O amor idealizado é uma doença
Com tanta cegueira, não é de se estranhar que não saibamos se a protagonista está ou não doente. Mas se engana quem acha que isso é uma oscilação indevida do roteiro. Viver em cima de um erro e à procura de algo que não existe é estar doente, na alma e no corpo. Não é à toa que a dor física que sente ocorre num local que pode ser associado ao baço, o que, na tradição literária, é comumente relacionado com a melancolia sentida pelos poetas sôfregos de amor.
Inteligentemente, é nesse rico simbolismo e na perfeita compreensão das indefinições características do amor que o roteiro do filme se estabelece e brilha, criando um emaranhado irresistível de sentimentos e pequenas tragédias.
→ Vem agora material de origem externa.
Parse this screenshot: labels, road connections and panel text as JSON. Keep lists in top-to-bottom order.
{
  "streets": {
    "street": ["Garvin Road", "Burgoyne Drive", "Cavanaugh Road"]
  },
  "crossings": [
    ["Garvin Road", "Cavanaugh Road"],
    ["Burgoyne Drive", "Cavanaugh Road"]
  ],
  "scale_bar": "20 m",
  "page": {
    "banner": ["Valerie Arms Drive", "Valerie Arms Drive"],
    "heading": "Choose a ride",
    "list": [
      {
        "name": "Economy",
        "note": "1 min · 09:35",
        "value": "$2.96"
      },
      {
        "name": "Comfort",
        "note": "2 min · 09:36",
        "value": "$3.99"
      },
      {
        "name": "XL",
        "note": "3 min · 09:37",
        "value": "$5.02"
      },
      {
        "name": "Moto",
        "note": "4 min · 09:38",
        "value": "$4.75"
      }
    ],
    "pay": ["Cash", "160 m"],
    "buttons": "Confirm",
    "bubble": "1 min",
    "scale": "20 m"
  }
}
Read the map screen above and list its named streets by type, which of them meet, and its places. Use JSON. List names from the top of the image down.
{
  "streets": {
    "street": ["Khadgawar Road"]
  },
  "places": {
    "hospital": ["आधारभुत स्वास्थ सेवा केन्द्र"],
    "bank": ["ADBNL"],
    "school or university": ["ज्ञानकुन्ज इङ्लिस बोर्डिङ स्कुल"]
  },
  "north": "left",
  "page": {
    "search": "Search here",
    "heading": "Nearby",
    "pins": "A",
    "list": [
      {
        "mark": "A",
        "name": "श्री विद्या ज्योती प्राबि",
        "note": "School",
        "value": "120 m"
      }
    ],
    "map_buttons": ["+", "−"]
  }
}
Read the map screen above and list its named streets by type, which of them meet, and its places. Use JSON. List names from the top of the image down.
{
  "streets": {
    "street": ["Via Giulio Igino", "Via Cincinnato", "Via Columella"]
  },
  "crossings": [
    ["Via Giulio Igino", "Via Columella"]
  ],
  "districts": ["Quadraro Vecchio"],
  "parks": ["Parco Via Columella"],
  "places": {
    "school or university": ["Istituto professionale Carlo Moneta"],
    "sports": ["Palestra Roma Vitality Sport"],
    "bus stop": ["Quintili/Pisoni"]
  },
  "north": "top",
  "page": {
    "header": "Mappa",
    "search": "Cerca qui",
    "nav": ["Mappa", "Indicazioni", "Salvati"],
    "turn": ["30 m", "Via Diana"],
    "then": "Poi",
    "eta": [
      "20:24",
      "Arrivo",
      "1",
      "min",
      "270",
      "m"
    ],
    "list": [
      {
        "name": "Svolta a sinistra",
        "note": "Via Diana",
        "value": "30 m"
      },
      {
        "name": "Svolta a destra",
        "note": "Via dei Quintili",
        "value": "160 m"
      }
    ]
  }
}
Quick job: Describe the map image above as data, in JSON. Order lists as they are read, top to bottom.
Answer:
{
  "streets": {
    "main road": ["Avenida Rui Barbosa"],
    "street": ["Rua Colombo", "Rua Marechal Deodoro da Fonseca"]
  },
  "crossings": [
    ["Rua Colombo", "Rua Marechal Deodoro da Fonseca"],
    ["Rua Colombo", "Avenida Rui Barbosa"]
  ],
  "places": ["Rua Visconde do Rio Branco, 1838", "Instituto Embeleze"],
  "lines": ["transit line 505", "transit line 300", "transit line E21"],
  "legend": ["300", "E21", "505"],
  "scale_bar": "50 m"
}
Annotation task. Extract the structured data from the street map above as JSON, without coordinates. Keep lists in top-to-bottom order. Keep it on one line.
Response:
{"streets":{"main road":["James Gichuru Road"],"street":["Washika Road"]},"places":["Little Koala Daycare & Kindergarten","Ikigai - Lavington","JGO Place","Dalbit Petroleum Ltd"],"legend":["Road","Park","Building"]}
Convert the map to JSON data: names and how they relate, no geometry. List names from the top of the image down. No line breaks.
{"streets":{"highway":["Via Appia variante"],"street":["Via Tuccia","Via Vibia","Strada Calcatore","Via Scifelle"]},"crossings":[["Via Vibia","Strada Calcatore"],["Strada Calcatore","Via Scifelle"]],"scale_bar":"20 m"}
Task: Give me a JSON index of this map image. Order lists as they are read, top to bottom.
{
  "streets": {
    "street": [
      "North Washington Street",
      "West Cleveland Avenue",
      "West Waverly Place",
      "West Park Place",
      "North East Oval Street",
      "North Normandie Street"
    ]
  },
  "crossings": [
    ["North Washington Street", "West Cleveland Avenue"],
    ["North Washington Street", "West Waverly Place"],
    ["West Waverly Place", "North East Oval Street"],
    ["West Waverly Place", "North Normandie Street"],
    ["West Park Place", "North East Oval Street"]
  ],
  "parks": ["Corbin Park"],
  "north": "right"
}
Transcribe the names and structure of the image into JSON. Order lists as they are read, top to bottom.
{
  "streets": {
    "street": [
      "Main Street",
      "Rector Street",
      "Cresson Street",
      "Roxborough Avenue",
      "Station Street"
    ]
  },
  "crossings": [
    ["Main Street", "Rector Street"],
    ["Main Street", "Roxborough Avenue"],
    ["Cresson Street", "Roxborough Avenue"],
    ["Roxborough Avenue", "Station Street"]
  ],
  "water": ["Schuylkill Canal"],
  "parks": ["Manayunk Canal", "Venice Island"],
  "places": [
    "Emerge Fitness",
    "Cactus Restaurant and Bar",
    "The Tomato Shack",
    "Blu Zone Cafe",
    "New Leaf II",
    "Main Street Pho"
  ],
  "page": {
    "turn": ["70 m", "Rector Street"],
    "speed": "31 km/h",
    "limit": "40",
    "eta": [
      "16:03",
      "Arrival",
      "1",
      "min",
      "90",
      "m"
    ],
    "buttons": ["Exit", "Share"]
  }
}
O plot twist final, por sua vez, pode desagradar, mas, além de ser completamente imprevisível, ao mesmo tempo que reforça toda a construção feita até então, soluciona a narrativa de uma maneira condizente, apontando para uma reflexão que deve partir não só dos personagens, como também dos espectadores. Afinal, estar vivo é amar. E cada um busca saber quais são as promessas que o amor pode cumprir.
Contando com um direção intimista de Nicole Garcia e uma fotografia cujas cores reflete tanto a tristeza quanto o calor internos de Gabrielle, Um Instante De Amor é um filme sem público específico. Para vê-lo e se comover com a sua história, basta ter amado em algum momento da vida e esperado do sentimento mais do que ele pode entregar. Possivelmente, o desejo da protagonista é alto demais para ser medida por réguas mundanas. Também há a chance de ele ser tão equivocado que a desilusão é o único caminho viável. Talvez, no melhor dos casos, ele só pode ser dado pelo Deus ao qual ela tanto roga. Mas isso não cabe a nós responder. Tudo o que nos resta é esperar.